Kinds of power yachts
Post the decade 1840–50, at which point steam began to emulate sail power in commercial boats, the steam engine, and later the internal-combustion engine, were increasingly favoured in personal boats. Sizeable power yachts were developed to a high standard, and long-distance cruising was a favoured pastime of the well off. The earliest power yachts were paddle-wheel boats; these then gave way to those powered by the completely submerged screw or propeller sort of propulsion. As well as naval and merchant vessels, auxiliaries carrying both sail and power were the yacht standard for many years. By the later half of the 20th century, many yachts were still auxiliaries, but the majority were exclusively power yachts containing gasoline or diesel engines.

From the last decade of the 19th century there was a rise in the manufacture of large steam yachts. Notably of these was the Mayflower (1897) of 2,690 tons, containing triple-expansion engines, twin screws, and a compartmented iron hull, and was sailed by a crew of at least 150. The Mayflower, bought by the United States Navy in 1898, was the official yacht of the president of the United States until 1929 and gave active service in World War II.

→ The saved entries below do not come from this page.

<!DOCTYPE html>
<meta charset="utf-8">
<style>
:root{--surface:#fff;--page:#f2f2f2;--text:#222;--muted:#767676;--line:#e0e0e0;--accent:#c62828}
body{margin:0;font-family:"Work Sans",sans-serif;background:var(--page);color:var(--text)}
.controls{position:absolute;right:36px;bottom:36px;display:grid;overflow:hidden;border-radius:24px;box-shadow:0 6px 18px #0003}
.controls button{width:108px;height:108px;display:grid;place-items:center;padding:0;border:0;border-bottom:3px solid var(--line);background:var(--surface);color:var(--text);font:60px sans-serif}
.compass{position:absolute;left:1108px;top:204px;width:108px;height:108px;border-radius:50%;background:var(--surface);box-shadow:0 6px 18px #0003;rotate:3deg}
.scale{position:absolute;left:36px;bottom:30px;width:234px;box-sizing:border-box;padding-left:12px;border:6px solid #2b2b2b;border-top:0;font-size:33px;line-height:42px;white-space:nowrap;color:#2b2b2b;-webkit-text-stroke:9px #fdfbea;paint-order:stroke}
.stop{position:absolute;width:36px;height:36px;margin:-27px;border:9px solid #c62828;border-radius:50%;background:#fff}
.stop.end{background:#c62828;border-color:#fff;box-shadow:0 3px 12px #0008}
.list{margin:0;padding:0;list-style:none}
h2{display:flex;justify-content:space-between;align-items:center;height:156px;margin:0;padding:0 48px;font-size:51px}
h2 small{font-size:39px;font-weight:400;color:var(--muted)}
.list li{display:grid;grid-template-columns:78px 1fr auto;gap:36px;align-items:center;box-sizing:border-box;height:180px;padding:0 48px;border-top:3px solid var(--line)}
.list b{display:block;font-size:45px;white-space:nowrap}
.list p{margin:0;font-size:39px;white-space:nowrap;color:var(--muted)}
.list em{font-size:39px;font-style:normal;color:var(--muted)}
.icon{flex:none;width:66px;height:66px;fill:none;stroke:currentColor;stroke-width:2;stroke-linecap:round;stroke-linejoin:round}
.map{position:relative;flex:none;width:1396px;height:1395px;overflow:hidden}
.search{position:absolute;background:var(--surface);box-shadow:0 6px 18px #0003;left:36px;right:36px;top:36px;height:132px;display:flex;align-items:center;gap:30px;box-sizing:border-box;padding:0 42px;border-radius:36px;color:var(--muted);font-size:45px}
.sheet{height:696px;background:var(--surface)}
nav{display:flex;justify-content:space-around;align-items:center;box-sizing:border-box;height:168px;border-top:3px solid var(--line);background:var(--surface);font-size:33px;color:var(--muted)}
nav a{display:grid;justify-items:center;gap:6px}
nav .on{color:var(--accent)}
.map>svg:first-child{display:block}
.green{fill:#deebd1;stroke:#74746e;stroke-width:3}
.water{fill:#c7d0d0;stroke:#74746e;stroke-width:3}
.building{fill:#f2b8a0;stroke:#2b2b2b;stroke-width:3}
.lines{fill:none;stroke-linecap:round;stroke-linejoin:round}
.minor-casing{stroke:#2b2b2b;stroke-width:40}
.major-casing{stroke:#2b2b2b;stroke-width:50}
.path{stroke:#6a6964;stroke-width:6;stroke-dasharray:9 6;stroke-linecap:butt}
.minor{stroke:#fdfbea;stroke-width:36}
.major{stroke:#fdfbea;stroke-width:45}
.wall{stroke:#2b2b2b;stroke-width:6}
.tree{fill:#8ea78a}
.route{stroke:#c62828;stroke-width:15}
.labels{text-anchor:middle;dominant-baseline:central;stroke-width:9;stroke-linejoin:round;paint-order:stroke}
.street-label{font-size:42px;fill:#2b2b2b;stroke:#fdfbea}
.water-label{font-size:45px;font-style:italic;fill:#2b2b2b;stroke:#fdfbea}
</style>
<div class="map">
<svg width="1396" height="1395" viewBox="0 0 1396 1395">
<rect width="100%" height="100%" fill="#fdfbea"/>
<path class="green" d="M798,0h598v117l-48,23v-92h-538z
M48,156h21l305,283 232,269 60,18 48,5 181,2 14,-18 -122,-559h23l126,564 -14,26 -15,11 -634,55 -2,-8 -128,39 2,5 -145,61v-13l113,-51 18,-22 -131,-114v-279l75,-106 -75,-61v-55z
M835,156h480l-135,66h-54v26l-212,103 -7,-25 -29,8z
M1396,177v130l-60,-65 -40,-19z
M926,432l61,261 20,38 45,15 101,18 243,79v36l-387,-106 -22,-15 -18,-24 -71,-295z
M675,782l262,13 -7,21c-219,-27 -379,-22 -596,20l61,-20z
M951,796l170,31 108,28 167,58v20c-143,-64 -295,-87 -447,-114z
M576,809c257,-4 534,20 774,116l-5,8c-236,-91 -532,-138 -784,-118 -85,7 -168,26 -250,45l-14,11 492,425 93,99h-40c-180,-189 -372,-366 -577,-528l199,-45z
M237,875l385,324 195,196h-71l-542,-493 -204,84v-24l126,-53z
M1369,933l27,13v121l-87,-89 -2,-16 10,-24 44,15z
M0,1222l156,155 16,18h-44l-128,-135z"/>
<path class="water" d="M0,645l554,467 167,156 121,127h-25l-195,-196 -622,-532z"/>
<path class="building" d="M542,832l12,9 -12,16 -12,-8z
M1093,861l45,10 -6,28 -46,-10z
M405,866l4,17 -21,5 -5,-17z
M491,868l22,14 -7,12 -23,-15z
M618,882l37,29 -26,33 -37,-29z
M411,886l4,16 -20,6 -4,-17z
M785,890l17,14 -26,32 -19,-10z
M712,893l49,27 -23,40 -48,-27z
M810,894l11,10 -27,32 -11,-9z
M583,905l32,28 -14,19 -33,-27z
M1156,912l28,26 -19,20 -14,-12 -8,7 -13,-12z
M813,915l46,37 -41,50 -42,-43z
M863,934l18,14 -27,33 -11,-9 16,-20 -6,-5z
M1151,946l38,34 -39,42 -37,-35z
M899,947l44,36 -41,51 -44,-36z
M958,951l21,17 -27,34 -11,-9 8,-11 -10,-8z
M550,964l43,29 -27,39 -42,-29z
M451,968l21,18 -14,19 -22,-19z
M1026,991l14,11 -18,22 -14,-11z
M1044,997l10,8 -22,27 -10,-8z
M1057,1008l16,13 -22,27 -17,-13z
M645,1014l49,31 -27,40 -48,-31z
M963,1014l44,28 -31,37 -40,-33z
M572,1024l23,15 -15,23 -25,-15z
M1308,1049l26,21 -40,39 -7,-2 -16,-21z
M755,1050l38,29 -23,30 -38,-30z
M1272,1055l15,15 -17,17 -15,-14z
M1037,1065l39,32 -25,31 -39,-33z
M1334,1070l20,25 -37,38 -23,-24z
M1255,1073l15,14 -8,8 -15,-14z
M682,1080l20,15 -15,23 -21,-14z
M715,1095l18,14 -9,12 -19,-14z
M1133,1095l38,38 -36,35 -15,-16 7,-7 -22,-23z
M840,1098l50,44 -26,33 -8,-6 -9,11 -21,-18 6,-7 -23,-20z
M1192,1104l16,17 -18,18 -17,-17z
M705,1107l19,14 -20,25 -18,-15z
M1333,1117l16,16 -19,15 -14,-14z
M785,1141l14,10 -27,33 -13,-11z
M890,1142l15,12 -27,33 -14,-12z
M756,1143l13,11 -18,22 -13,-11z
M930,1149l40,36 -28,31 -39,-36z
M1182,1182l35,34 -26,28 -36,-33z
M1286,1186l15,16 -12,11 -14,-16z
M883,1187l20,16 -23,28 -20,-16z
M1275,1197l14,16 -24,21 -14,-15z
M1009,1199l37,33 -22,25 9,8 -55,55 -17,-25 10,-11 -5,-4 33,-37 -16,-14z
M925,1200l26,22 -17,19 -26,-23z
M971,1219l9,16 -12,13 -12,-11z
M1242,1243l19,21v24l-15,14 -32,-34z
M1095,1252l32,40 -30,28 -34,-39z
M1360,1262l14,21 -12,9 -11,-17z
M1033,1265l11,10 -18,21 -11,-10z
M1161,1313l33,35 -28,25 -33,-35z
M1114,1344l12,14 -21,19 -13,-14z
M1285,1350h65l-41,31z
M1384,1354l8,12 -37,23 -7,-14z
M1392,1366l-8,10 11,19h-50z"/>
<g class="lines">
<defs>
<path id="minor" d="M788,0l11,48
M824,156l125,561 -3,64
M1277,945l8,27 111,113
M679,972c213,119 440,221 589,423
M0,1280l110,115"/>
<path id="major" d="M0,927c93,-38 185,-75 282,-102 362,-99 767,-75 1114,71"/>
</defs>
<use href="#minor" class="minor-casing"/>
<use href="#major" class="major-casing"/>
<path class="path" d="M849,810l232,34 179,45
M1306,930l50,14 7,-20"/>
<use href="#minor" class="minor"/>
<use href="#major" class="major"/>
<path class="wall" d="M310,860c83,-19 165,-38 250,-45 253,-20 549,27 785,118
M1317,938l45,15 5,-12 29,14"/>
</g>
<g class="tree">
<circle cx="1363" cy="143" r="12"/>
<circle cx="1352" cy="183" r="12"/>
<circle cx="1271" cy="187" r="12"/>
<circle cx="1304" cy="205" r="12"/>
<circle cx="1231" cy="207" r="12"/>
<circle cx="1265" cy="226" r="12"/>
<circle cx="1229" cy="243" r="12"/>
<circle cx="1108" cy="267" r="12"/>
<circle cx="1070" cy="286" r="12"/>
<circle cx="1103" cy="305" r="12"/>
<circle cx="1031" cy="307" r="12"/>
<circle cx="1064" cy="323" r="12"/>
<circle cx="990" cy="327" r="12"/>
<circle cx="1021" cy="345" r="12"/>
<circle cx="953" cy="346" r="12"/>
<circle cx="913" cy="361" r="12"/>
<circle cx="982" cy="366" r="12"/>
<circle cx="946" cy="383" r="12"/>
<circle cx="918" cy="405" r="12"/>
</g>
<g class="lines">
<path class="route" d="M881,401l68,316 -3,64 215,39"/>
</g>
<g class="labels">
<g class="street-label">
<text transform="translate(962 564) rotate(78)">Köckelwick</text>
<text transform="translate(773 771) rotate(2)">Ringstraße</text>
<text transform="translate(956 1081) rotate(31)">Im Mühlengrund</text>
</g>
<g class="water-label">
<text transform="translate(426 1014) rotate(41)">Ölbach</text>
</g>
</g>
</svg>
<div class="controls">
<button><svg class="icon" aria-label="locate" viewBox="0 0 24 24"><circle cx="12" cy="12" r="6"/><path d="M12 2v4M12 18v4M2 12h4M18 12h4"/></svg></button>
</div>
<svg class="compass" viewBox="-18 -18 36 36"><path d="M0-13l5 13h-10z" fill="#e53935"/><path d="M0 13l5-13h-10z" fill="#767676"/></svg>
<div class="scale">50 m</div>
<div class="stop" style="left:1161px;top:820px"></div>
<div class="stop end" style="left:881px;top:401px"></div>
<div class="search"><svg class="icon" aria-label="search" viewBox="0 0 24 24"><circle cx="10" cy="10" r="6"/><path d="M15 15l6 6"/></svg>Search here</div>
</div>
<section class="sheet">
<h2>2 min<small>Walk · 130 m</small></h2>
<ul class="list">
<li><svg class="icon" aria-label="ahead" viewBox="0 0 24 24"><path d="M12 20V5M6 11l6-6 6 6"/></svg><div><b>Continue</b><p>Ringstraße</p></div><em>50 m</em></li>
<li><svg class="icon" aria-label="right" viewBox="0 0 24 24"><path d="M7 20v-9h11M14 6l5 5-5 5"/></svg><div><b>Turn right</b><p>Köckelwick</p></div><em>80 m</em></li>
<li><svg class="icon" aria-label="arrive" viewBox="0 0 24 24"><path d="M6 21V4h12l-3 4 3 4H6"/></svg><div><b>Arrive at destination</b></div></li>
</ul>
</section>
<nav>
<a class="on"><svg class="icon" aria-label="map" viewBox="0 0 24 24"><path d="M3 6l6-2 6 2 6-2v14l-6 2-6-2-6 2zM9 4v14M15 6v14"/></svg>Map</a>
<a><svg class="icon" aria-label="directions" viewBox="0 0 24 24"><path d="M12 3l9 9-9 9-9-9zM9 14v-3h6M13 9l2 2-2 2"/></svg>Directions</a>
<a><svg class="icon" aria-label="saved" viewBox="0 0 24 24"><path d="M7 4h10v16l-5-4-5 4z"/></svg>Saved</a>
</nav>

As bigger and more dependable internal-combustion engines were produced, many large yachts were using them for power. The creation of the diesel engine, using heavy oil for fuel, progressed from World War I. From the decade following, bigger power-yacht manufacture flourished, climaxing in the Orion (1930) at 3,097 tons. From that period the best auxiliary yacht manufactured was the four-masted, steel, barque-rigged Sea Cloud (1931) of 2,323 tons.

The construction of larger power craft fell away after 1932, and the style after that was for smaller, less pricey yachts. Following World War II, a lot of small naval craft were traded by private owners for conversion to yachts. At the late 20th century, yachting is a internationally popular competition enjoyed by thousands of yachtsmen personally manning and keeping their own small recreational boats. The number of yachts and yachtsmen has increased steadily, not only in the traditional areas on the seacoasts but also on inland waterways and lakes.